Monday, January 16, 2006

Gore on Checks and Balances

Al Gore made a pretty strong MLK Day speech accusing Bush of undermining the separation of powers outlined in the Constitution. Here are some highlights:
For more than two centuries, America's freedoms have been preserved in part by our founders' wise decision to separate the aggregate power of our government into three co-equal branches, each of which serves to check and balance the power of the other two.

The principal alternative to democracy throughout history has been the consolidation of virtually all state power in the hands of a single strongman or small group who together exercise that power without the informed consent of the governed.

There have of course been other periods of American history when the Executive Branch claimed new powers that were later seen as excessive and mistaken. Our second president, John Adams, passed the infamous Alien and Sedition Acts and sought to silence and imprison critics and political opponents.

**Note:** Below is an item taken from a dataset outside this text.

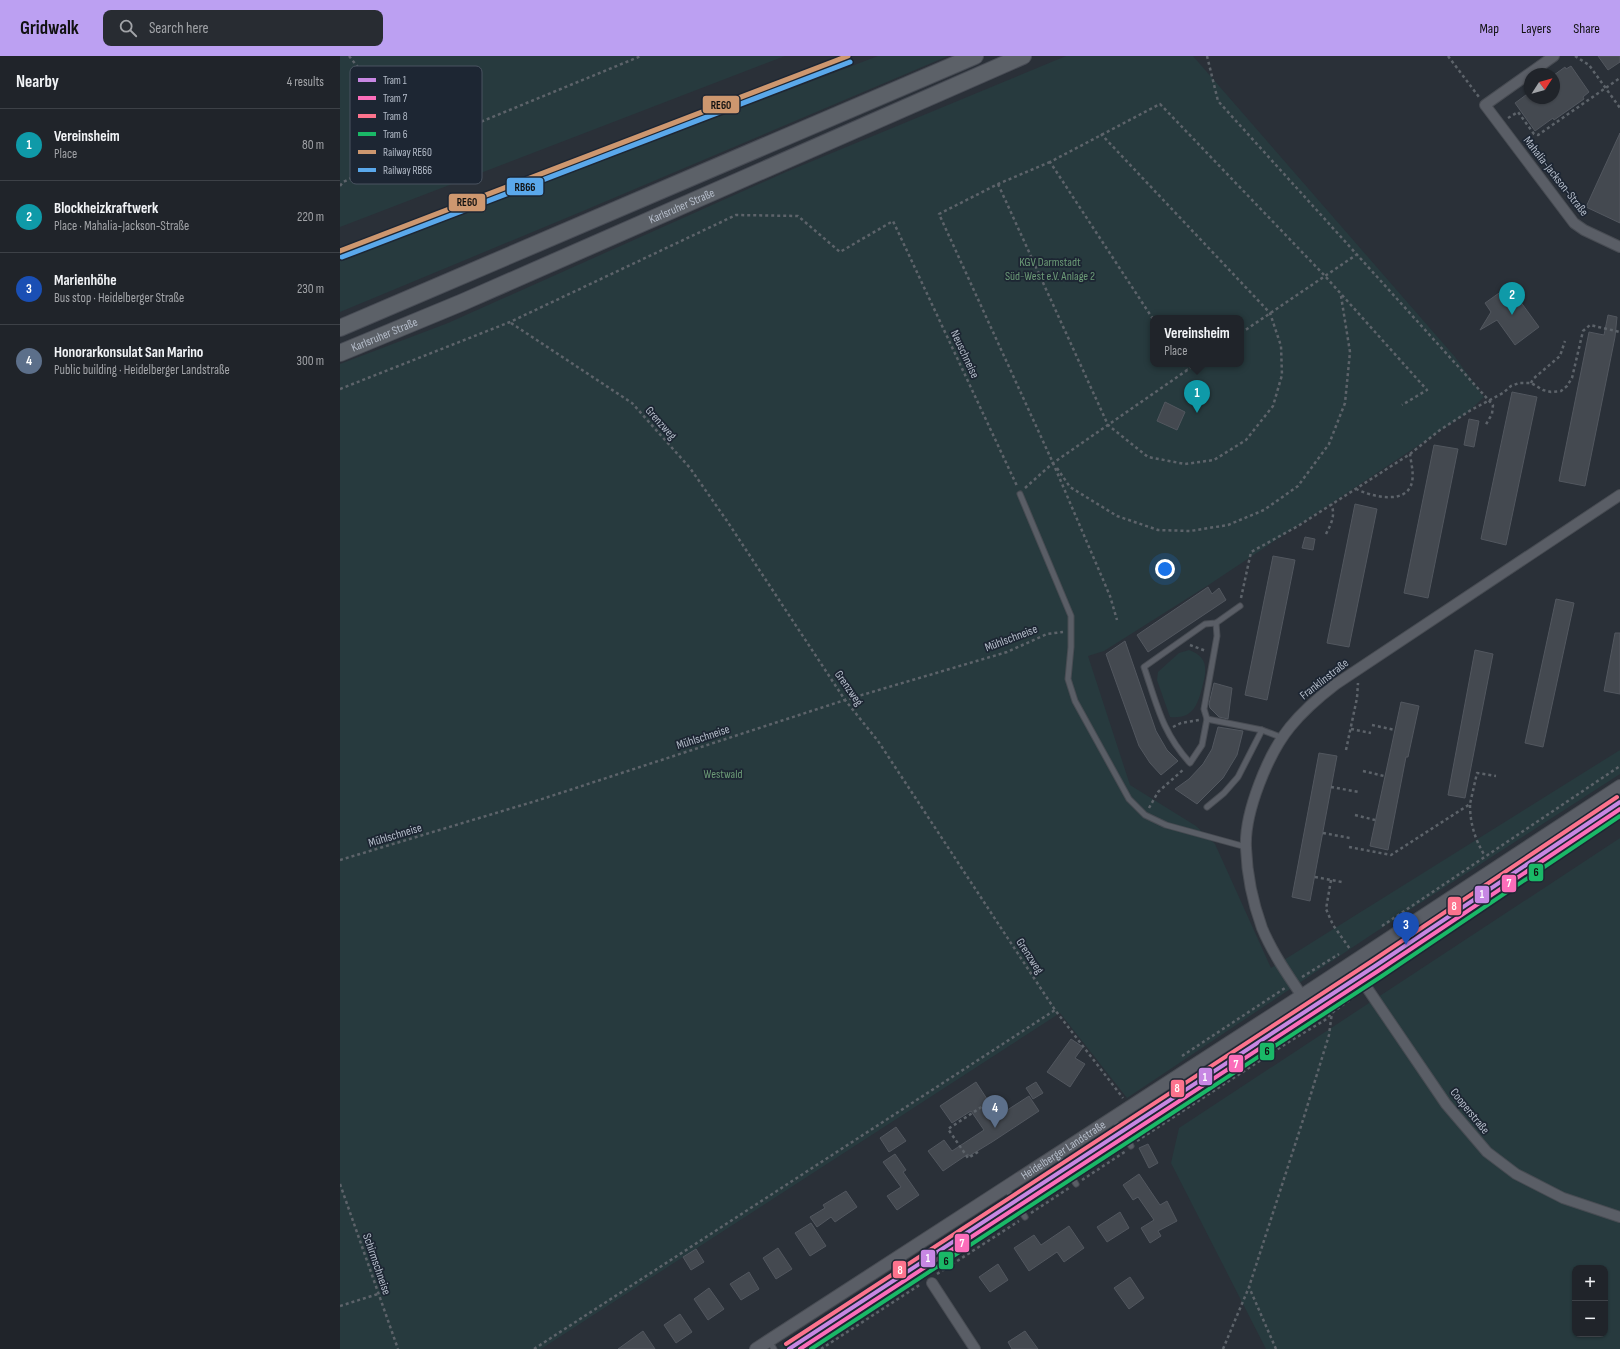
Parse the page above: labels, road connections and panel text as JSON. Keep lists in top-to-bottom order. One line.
{"streets":{"main road":["Karlsruher Straße"],"street":["Mahalia-Jackson-Straße","Franklinstraße","Cooperstraße","Heidelberger Landstraße"],"path":["Neuschneise","Grenzweg","Mühlschneise","Schirmschneise"]},"crossings":[["Neuschneise","Grenzweg"],["Grenzweg","Mühlschneise"],["Grenzweg","Heidelberger Landstraße"],["Franklinstraße","Heidelberger Landstraße"],["Cooperstraße","Heidelberger Landstraße"]],"parks":["KGV Darmstadt Süd-West e.V. Anlage 2","Westwald"],"lines":["rail line RE60","rail line RB66","tram line 8","tram line 1","tram line 7","tram line 6"],"legend":["Tram 1","Tram 7","Tram 8","Tram 6","Railway RE60","Railway RB66"],"north":"top right","page":{"header":"Gridwalk","search":"Search here","nav":["Map","Layers","Share"],"heading":["Nearby","4 results"],"list":[{"mark":"1","name":"Vereinsheim","note":"Place","value":"80 m"},{"mark":"2","name":"Blockheizkraftwerk","note":"Place · Mahalia-Jackson-Straße","value":"220 m"},{"mark":"3","name":"Marienhöhe","note":"Bus stop · Heidelberger Straße","value":"230 m"},{"mark":"4","name":"Honorarkonsulat San Marino","note":"Public building · Heidelberger Landstraße","value":"300 m"}],"pins":["2","1","3","4"],"popup":["Vereinsheim","Place"],"map_buttons":["+","−"]}}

When his successor, Thomas Jefferson, eliminated the abuses he said: "[The essential principles of our Government] form the bright constellation which has gone before us and guided our steps through an age of revolution and reformation... [S]hould we wander from them in moments of error or of alarm, let us hasten to retrace our steps and to regain the road which alone leads to peace, liberty and safety."
Gore gets it right here. Even those who believe national security trumps civil liberties should support Gore’s argument that a president who flaunts the legislative and judicial branches of government is dangerous to our democracy. This is the front on which Democrats should be attacking Bush’s weak justification of his domestic surveillance project.